A totem pole was vandalized, then returned, at the Montreal Museum of Fine Arts. Security footage from late September shows that two individuals removed a hand from Kwakiutl artist Charles Joseph’s Residential School Totem Pole, which has been installed outside the museum for the past two years. The museum then issued an appeal for the hand to be returned. On October 2, the museum stated that the hand had been returned overnight on October 1 with a note of apology. “Both the artist and owner are reportedly ‘very pleased with this conclusion,’” says APTN. “The museum will be working to restore the piece to its original form.” (APTN, Global News, APTN)
A Saskatchewan man has been barred from the US for five years after trying to volunteer at an arts festival in Washington State. “Kyle Kuchirka, 25, an actor and recent graduate of the University of Saskatchewan’s drama department, said he tried to cross the U.S. border…to volunteer his skills at the Sh’Bang Art Festival near Bellingham, Wash.,” the CBC reports. US customs officials reportedly took issue with whether Kuchirka, who is also a set designer, was volunteering or doing paid work without authorization. Appeal of the five-year ban is possible, but Kuchirka isn’t sure he will proceed, given the cost. (CBC Saskatoon)
Discussing the appropriation of Indigenous music in Canadian art song. A new podcast episode is looking at this topic in conversation with Kwagiulth and Stó:lo mezzo-soprano Marion Newman and Métis composer Ian Cusson. And yes, “Land of the Silver Birch” may be up for needed critique. (CBC Music)
Public Art
A permanent stained-glass memorial to missing and murdered Indigenous women has been unveiled at Mount Allison University in New Brunswick. Pauline Young’s She Lights the Way is installed at the Wallace McCain Student Centre. Young is a Mi’kmaq artist who lives in Whitney, New Brunswick. A red dress is a central feature of the work. The project was funded by a federal grant specifically directed at projects paying tribute to missing and murdered Indigenous women. (CBC New Brunswick)

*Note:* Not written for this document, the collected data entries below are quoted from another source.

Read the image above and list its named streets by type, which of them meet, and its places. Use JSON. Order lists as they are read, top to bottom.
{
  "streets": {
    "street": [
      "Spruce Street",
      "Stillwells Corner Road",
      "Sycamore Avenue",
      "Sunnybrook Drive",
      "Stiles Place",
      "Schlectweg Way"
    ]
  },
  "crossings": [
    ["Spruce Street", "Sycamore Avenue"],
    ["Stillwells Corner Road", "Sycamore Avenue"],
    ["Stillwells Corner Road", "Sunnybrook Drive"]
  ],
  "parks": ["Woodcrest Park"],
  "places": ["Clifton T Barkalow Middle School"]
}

Public art in PEI goes beyond the celebration of Confederation. Mi’kmaq photographer Patricia Bourque and Maria Campbell, a painter of European ancestry, have joined together to create a public art exhibit in Charlottetown about missing and murdered Indigenous women and girls. “I want to see more Mi’kmaq representation not only just in Charlottetown but across Prince Edward Island,” said Bourque. (CBC Prince Edward Island)
A monument to Raptors fans is among the artworks on view at Toronto Nuit Blanche this weekend. The work by Esmaa Mohamoud and Bryan Espiritu will be on view at Queen and Bay on Saturday, then installed outside Scotiabank Arena for the next basketball season. A recent NOW feature about the work and its artists also touches on mental health, racism and sport. (NOW Toronto)

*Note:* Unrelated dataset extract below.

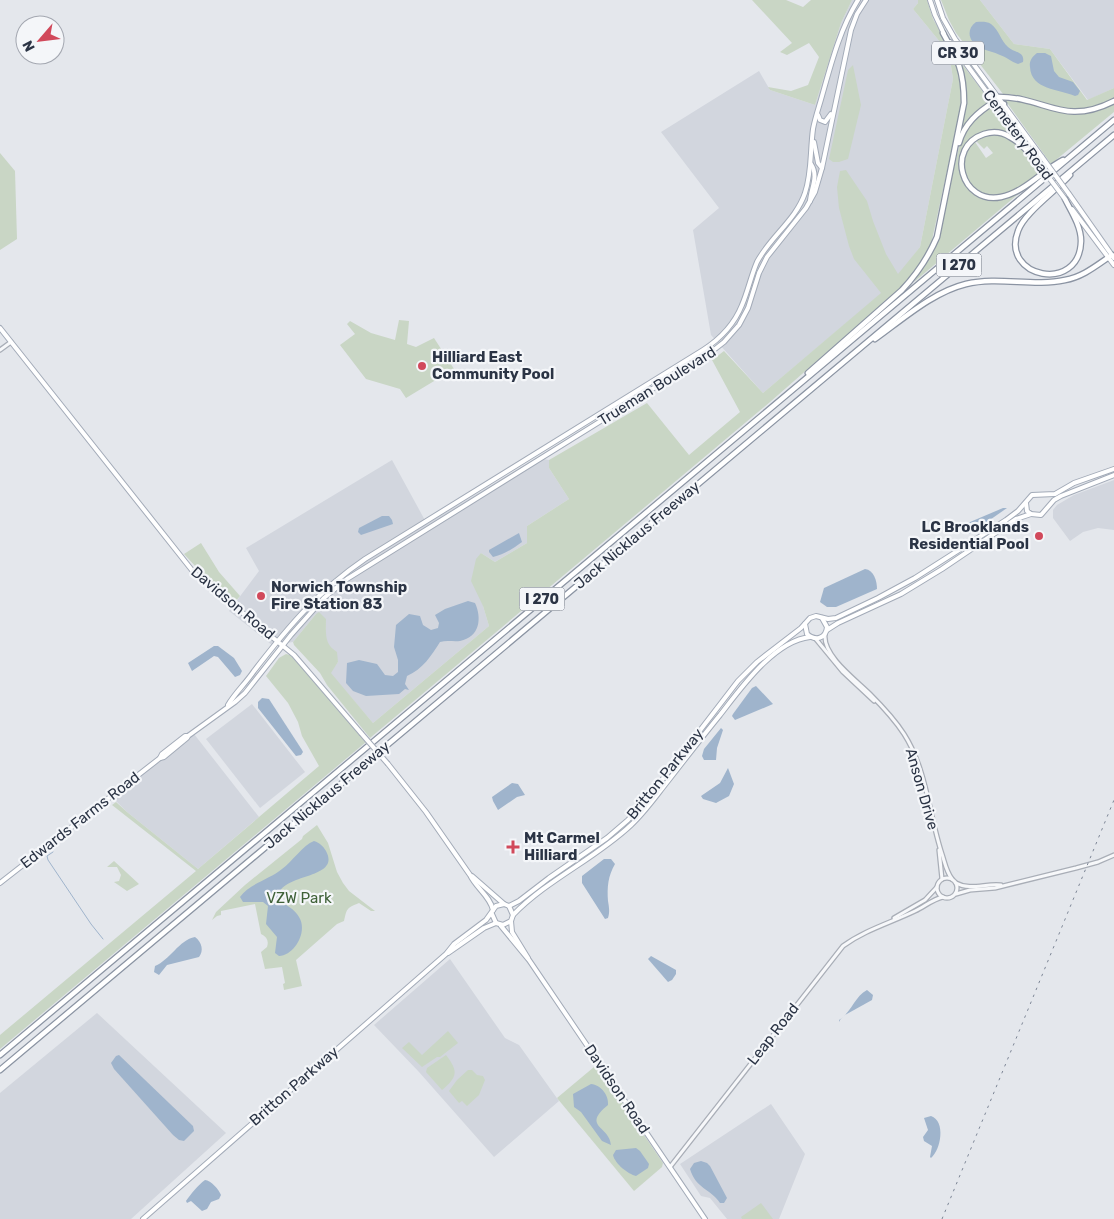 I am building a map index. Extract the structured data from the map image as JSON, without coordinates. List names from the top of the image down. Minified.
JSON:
{"streets":{"highway":["I 270","Jack Nicklaus Freeway"],"main road":["CR 30","Cemetery Road","Trueman Boulevard","Davidson Road","Britton Parkway","Edwards Farms Road"],"street":["Anson Drive","Leap Road"]},"crossings":[["Trueman Boulevard","Davidson Road"],["Trueman Boulevard","Edwards Farms Road"],["Davidson Road","Britton Parkway"],["Davidson Road","Edwards Farms Road"],["Davidson Road","Leap Road"],["Britton Parkway","Anson Drive"],["Anson Drive","Leap Road"]],"parks":["VZW Park"],"places":{"other":["Hilliard East Community Pool","LC Brooklands Residential Pool","Norwich Township Fire Station 83"],"health":["Mt Carmel Hilliard"]},"north":"bottom left"}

Canadian artist’s bronze sculpture about the refugee crisis has been unveiled at St. Peter’s Square in Rome. Timothy Schmalz, of Kitchener-Waterloo, is known in part for his Homeless Jesus series of public sculptures installed outside churches within and beyond Canada. The new bronze is called Angels Unawares, and was unveiled by Pope Francis and four refugees on the World Day of Migrants and Refugees. The sculpture depicts a range of figures, including “a Hasidic Jew escaping Nazi Germany, a Syrian fleeing civil war, [and] a Polish refugee running from the Communist regime,” the CBC reports. (CBC News)
Toronto murals unexpectedly painted over. “A community project meant to beautify a Toronto laneway has turned into ‘a debacle’ for homeowners after work by some of the city’s top graffiti artists was painted over, turning a colourful public space into an alley of black paint,” the CBC reports. Just seven of the previously installed murals in the Laneway Project were to have been painted over, but instead the artist hired painted over all 26 murals, mostly with solid black paint. (CBC Toronto)
Legacies
Steve Martin is selling one of his Lawren Harris artworks. A few years ago, the famous actor made headlines when he co-curated Harris’s art for exhibitions in Toronto, Boston and Los Angeles, bringing new American awareness to the Group of Seven’s oeuvre. The work Martin is selling, Harris’s Mountain Sketch LXX, valued at an estimated $300,000 to $500,000, will be presented at a Heffel auction taking place November 20 at the Design Exchange in Toronto. (CTV / Canadian Press)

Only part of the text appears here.